Given records Start Marker
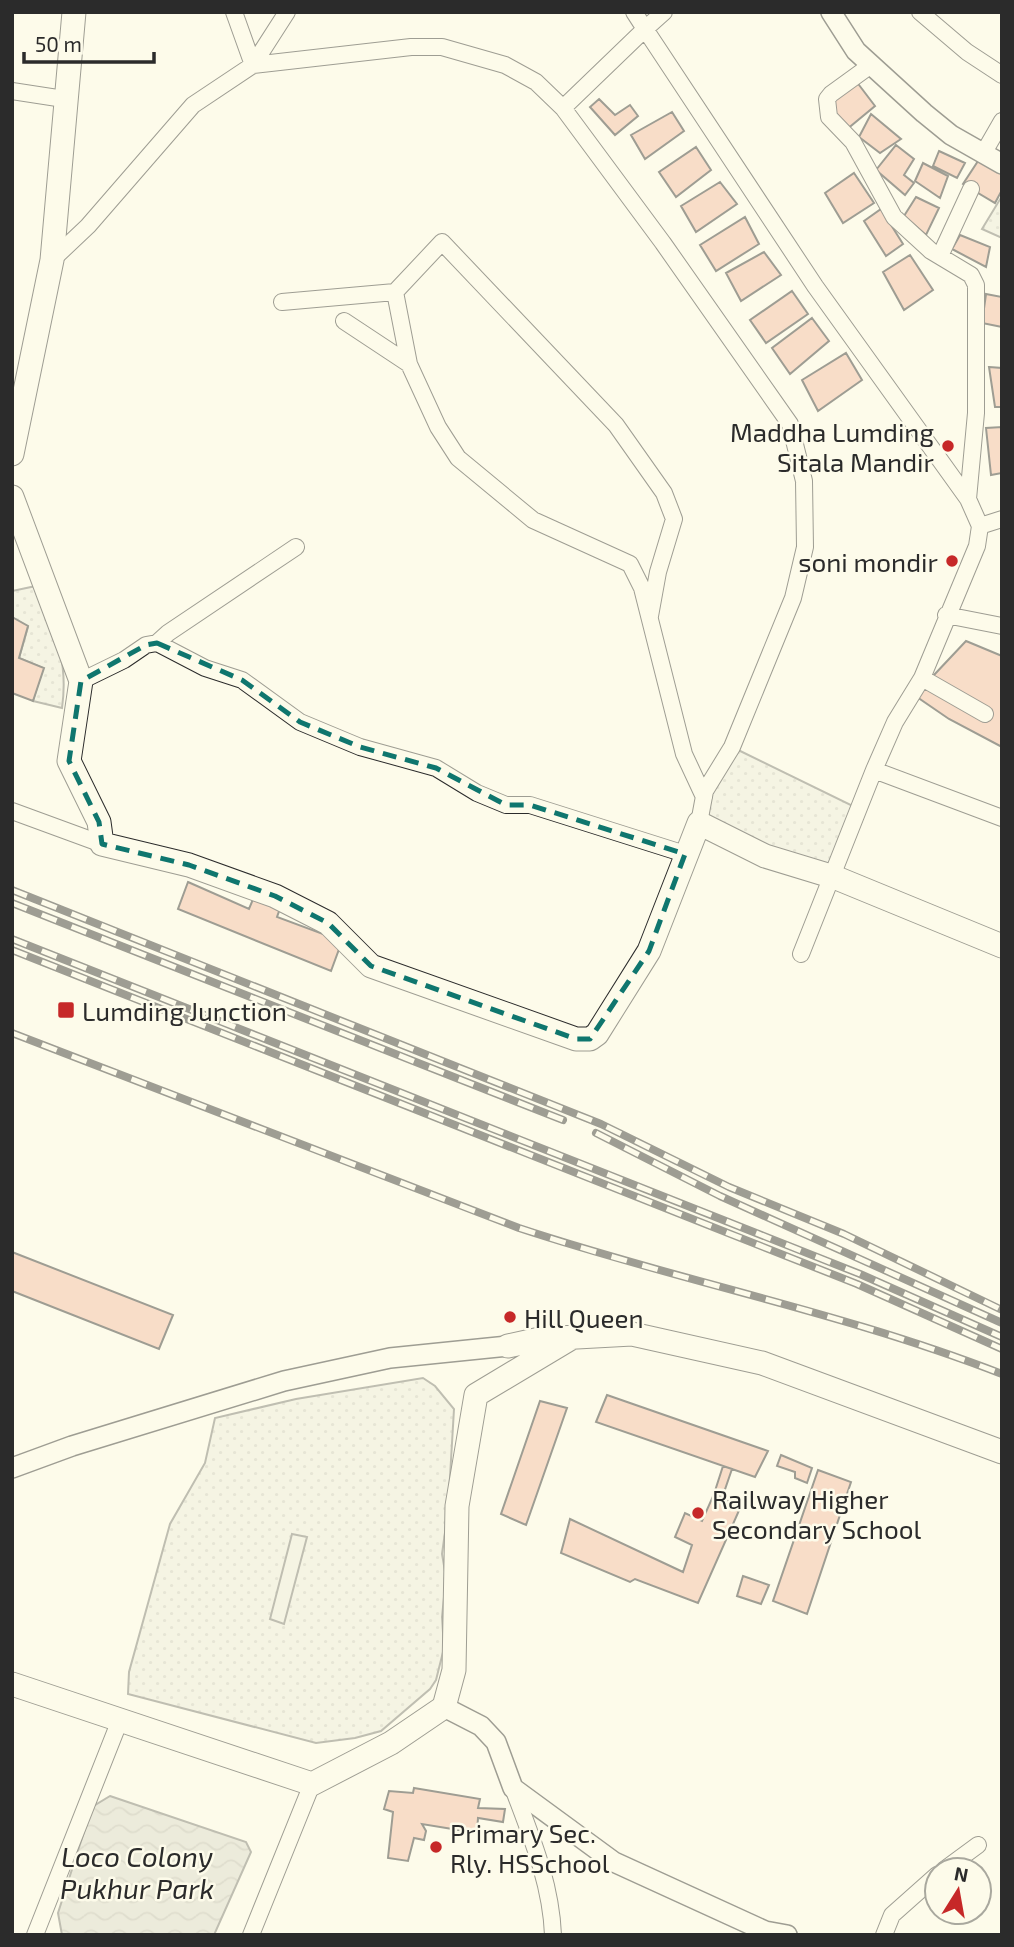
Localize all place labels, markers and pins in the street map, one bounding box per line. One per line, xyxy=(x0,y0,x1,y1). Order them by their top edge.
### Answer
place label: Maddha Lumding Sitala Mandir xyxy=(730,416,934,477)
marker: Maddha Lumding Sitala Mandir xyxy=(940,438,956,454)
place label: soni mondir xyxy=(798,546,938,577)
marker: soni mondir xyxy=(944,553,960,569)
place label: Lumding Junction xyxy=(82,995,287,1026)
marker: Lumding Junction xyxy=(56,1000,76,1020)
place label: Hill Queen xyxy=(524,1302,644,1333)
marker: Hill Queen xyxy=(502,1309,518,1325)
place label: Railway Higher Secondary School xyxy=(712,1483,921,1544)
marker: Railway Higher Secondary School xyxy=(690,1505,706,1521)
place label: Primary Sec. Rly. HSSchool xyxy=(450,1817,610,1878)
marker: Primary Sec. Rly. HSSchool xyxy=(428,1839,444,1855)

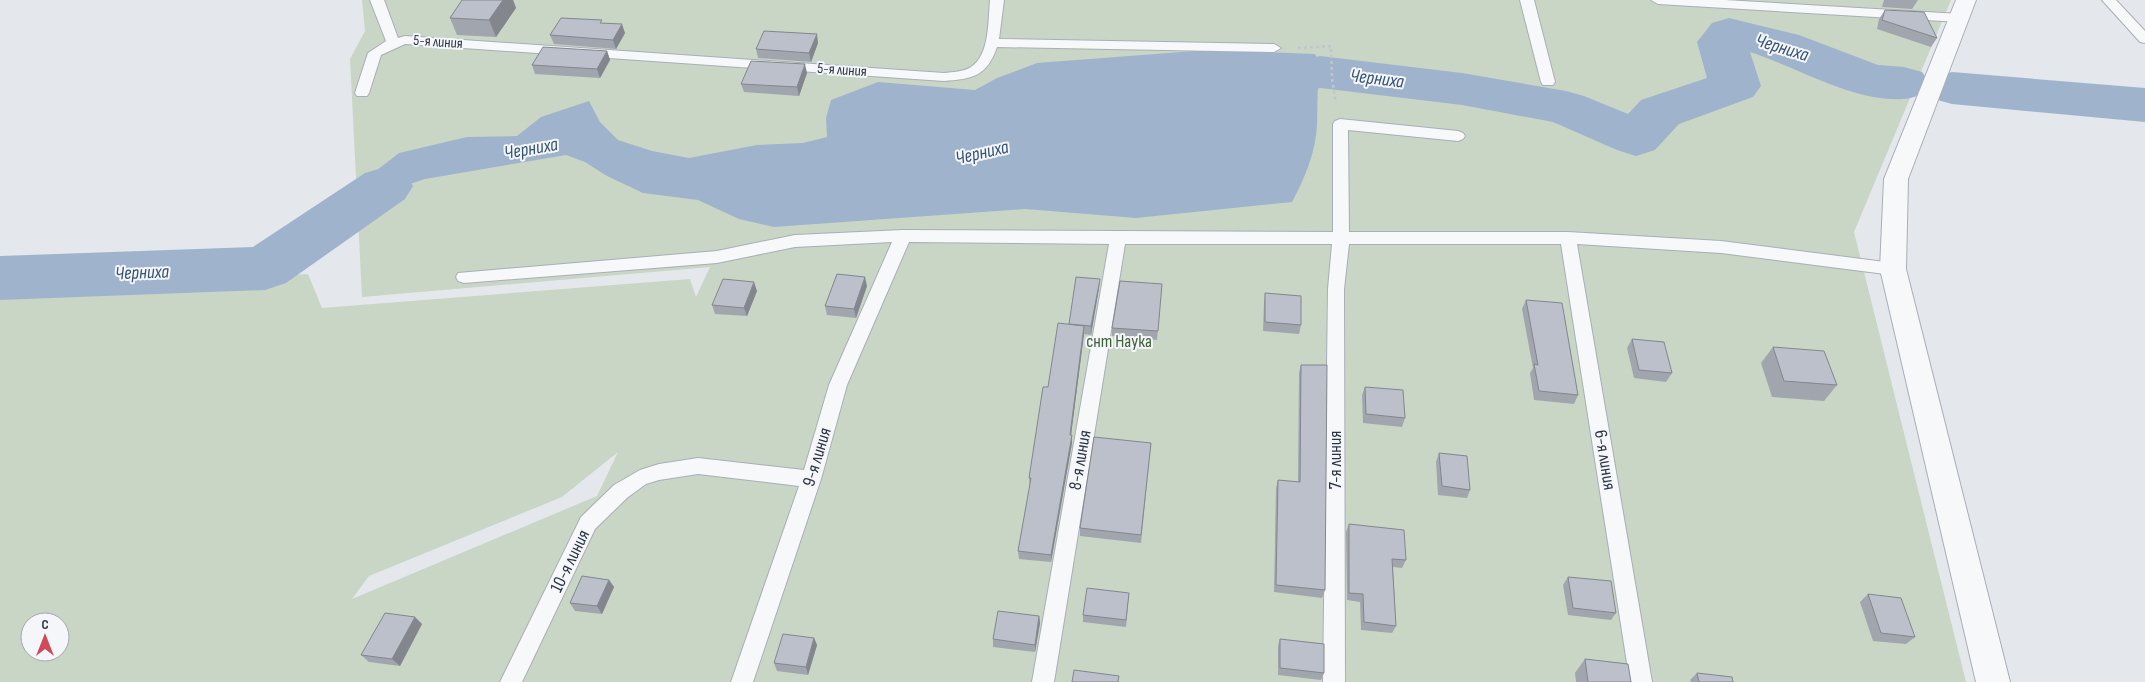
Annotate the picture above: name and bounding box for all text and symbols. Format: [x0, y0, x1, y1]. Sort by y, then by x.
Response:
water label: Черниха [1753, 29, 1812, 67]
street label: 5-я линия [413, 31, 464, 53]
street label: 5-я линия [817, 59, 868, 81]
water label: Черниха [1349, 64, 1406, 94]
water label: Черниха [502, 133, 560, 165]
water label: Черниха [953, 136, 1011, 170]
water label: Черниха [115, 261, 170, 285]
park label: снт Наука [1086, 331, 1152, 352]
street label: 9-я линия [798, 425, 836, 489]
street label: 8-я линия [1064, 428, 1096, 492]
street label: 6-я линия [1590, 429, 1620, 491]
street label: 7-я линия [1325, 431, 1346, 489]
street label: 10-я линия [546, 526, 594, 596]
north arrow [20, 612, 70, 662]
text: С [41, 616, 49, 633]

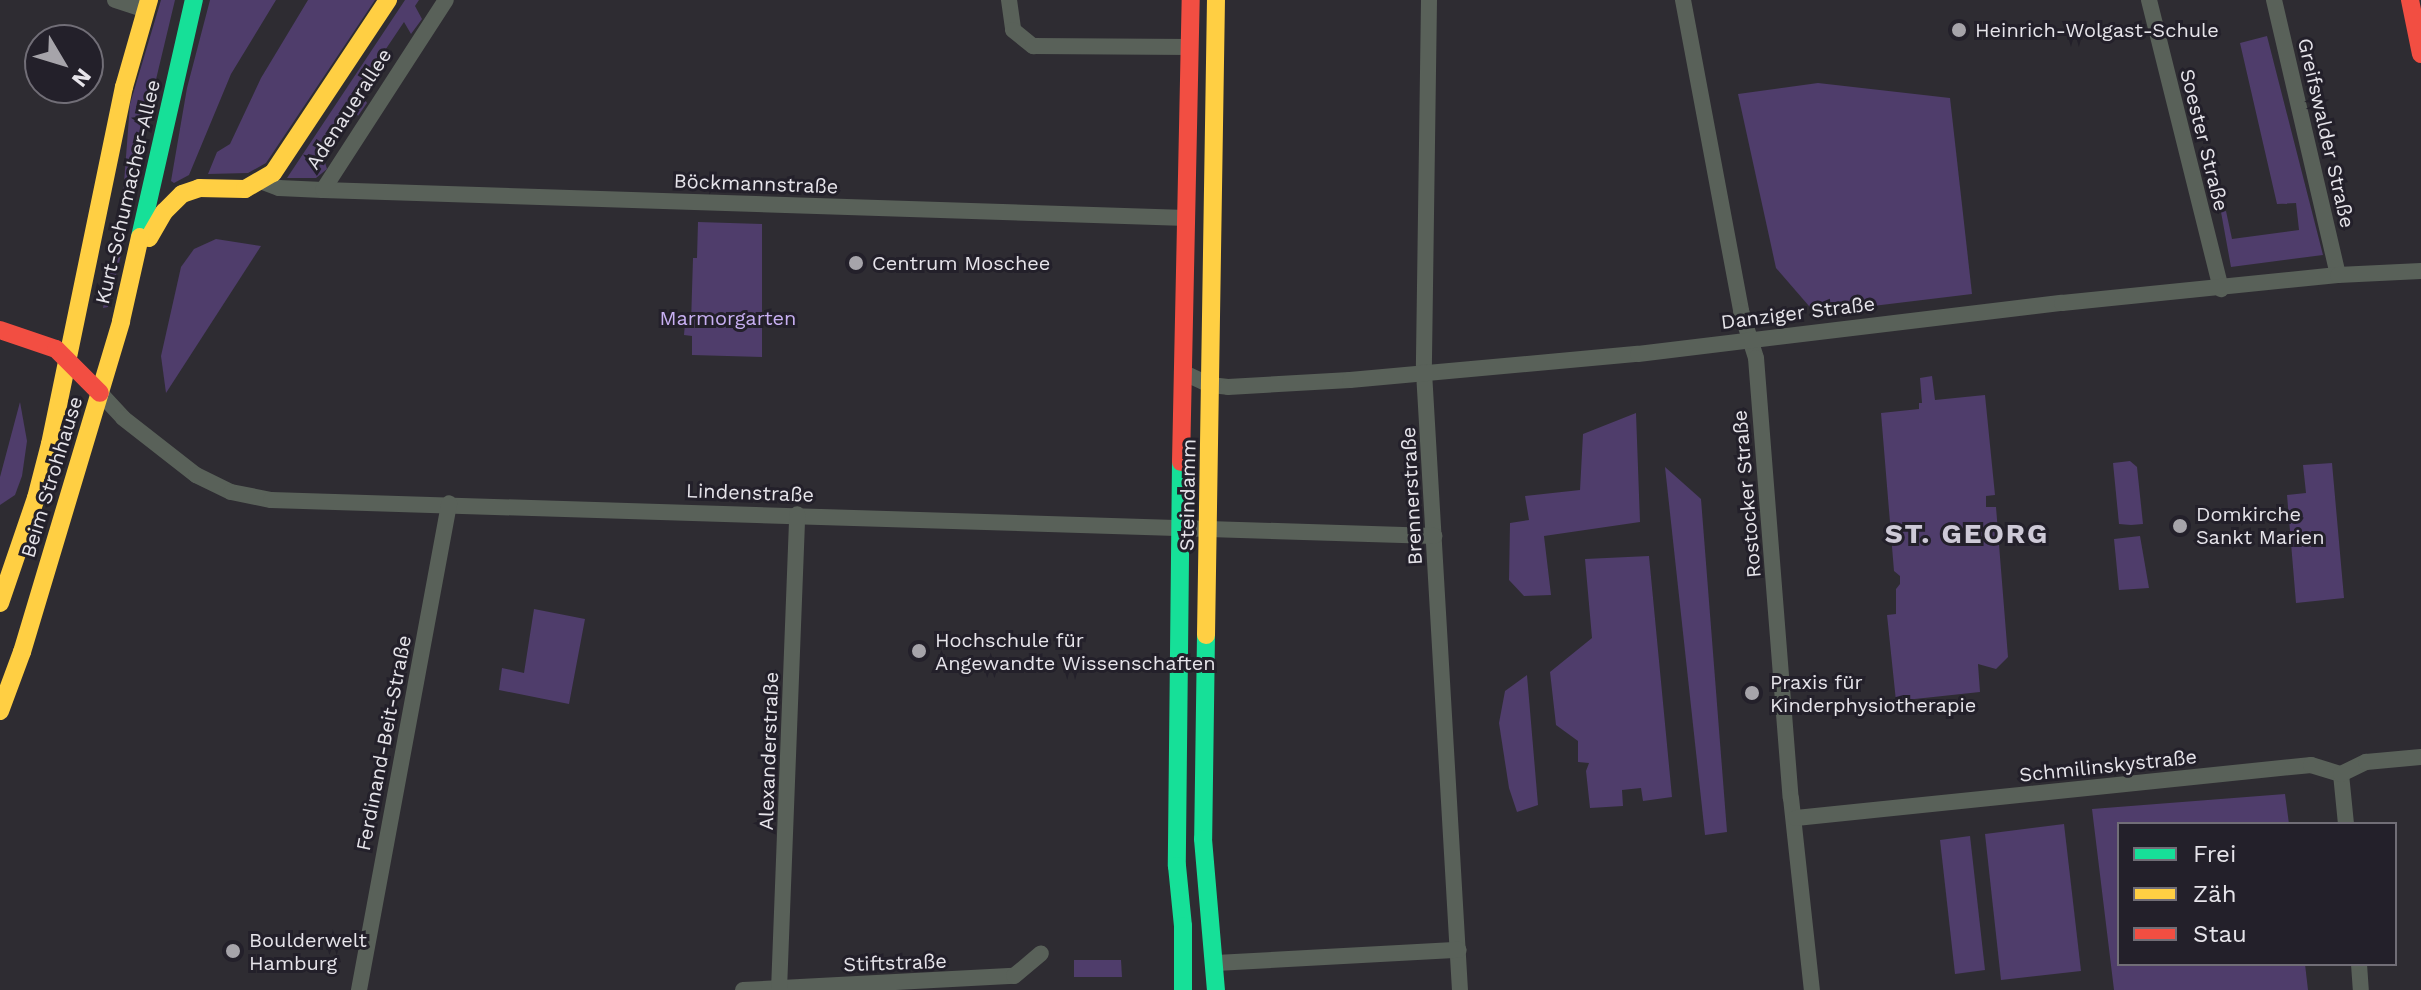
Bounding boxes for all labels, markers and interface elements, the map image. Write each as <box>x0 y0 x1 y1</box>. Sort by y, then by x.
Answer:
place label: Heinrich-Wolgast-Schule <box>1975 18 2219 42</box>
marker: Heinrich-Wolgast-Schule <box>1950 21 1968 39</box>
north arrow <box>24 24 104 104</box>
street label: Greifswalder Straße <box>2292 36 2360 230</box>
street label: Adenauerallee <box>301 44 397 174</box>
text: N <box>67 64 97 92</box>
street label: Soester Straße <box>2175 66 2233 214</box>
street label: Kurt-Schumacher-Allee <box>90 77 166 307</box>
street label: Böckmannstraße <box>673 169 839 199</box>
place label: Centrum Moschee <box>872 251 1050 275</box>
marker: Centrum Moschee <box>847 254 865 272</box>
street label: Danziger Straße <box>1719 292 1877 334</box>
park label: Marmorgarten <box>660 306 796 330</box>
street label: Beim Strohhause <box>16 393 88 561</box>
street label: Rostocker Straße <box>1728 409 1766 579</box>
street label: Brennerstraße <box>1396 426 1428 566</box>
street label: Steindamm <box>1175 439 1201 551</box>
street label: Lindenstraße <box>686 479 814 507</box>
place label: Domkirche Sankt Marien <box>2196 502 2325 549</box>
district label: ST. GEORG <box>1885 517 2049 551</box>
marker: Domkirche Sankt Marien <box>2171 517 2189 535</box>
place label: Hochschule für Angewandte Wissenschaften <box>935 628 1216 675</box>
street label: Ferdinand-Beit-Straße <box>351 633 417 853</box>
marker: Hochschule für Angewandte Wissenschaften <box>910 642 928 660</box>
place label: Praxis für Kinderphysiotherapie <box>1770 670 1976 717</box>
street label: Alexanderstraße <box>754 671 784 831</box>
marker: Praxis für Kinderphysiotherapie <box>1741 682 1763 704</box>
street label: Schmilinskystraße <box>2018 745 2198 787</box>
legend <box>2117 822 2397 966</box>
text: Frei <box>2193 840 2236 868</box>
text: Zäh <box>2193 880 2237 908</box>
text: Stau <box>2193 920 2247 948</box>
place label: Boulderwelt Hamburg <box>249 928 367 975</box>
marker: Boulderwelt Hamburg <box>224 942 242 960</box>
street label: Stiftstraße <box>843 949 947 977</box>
Given records End Marker
After reading through the material, report every line that holds "labels".

→ Response:
Localize all place labels, markers and pins in the street map, one bounding box per line. One per line, xyxy=(x0,y0,x1,y1). Order them by their top edge.
Bounding boxes for all labels, markers and interface elements, the map image. Write each as <box>x0 y0 x1 y1</box>. Sort by y, then by x.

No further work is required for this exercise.